### Task goal
Narrow the data below down to the lines containing "image".

### Data supplied
--- START ---

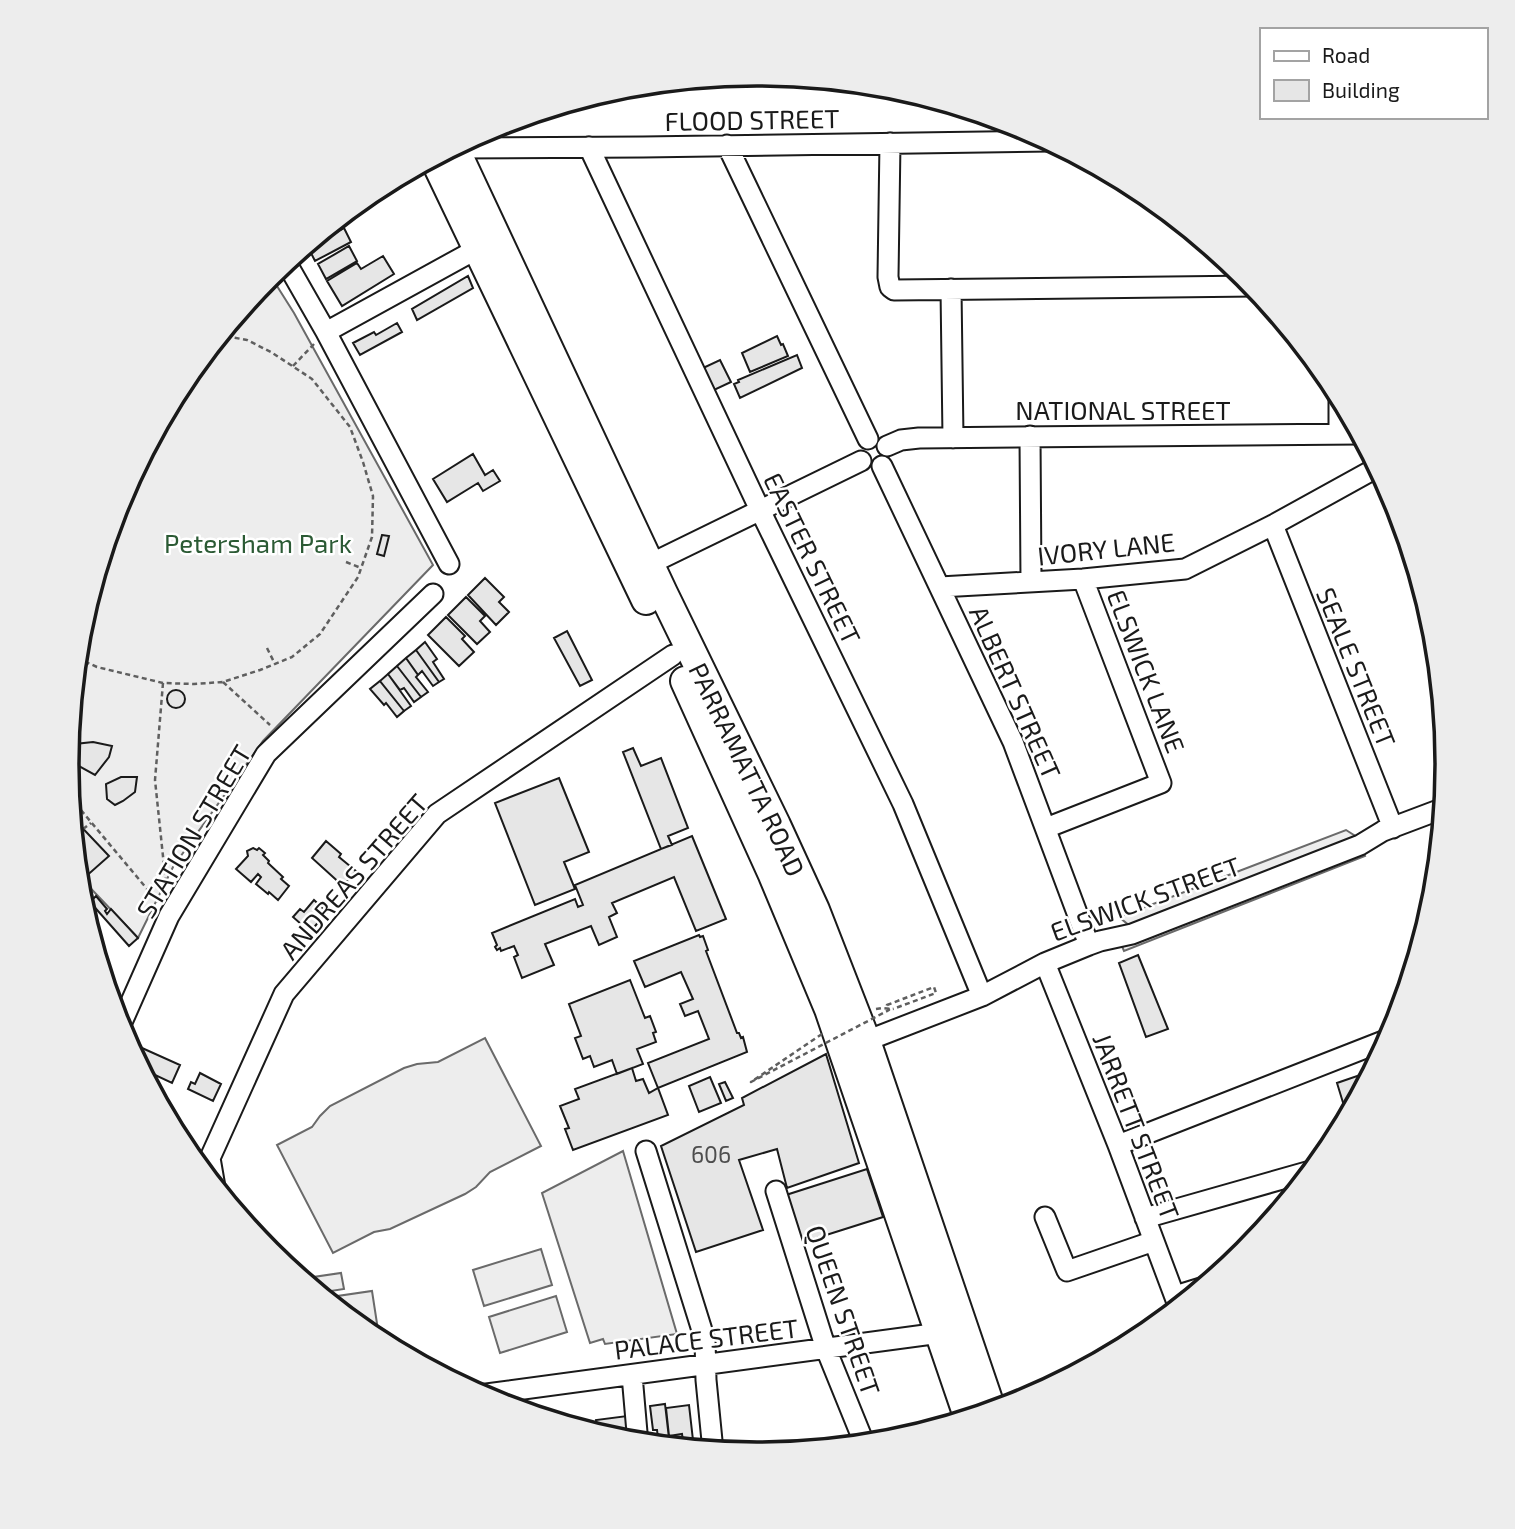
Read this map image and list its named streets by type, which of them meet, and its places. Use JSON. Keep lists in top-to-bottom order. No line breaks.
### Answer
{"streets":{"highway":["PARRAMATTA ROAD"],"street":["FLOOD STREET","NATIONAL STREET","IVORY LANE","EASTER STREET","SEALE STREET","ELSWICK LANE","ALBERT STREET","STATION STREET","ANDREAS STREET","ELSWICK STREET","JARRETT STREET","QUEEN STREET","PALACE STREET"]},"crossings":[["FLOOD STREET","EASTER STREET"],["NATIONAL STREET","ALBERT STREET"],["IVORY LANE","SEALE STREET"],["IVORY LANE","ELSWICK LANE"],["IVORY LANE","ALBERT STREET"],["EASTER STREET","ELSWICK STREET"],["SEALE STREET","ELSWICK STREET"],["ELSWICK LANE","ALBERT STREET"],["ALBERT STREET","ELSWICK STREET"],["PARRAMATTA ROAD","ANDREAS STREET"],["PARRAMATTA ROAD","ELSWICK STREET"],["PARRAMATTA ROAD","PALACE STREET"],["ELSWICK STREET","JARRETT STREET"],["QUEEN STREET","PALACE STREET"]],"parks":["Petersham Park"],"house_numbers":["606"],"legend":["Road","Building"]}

--- END ---
--- START ---

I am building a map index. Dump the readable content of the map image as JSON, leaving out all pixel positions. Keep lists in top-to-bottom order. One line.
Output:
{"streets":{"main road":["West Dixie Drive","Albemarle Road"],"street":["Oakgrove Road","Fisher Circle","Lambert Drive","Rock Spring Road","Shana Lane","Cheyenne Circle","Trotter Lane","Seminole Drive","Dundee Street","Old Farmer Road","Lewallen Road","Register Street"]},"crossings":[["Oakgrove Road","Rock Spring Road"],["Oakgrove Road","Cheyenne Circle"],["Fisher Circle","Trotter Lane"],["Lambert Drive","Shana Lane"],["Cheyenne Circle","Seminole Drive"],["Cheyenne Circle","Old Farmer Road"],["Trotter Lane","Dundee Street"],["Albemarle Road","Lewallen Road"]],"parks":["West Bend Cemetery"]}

--- END ---
--- START ---

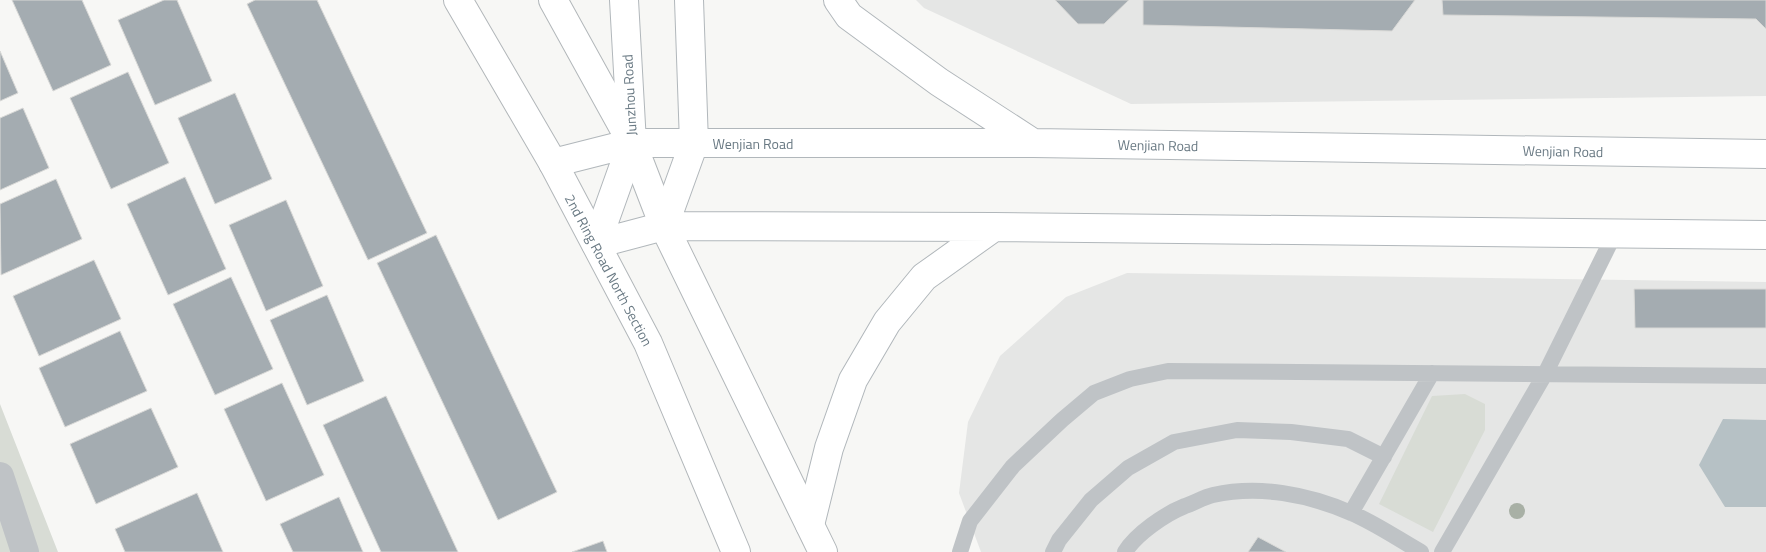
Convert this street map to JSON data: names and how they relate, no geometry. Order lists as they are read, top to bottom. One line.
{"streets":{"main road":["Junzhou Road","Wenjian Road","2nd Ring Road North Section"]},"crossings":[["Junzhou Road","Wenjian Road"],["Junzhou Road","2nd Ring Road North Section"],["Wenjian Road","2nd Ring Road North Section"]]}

--- END ---

### Result below
Read this map image and list its named streets by type, which of them meet, and its places. Use JSON. Keep lists in top-to-bottom order. No line breaks.
I am building a map index. Dump the readable content of the map image as JSON, leaving out all pixel positions. Keep lists in top-to-bottom order. One line.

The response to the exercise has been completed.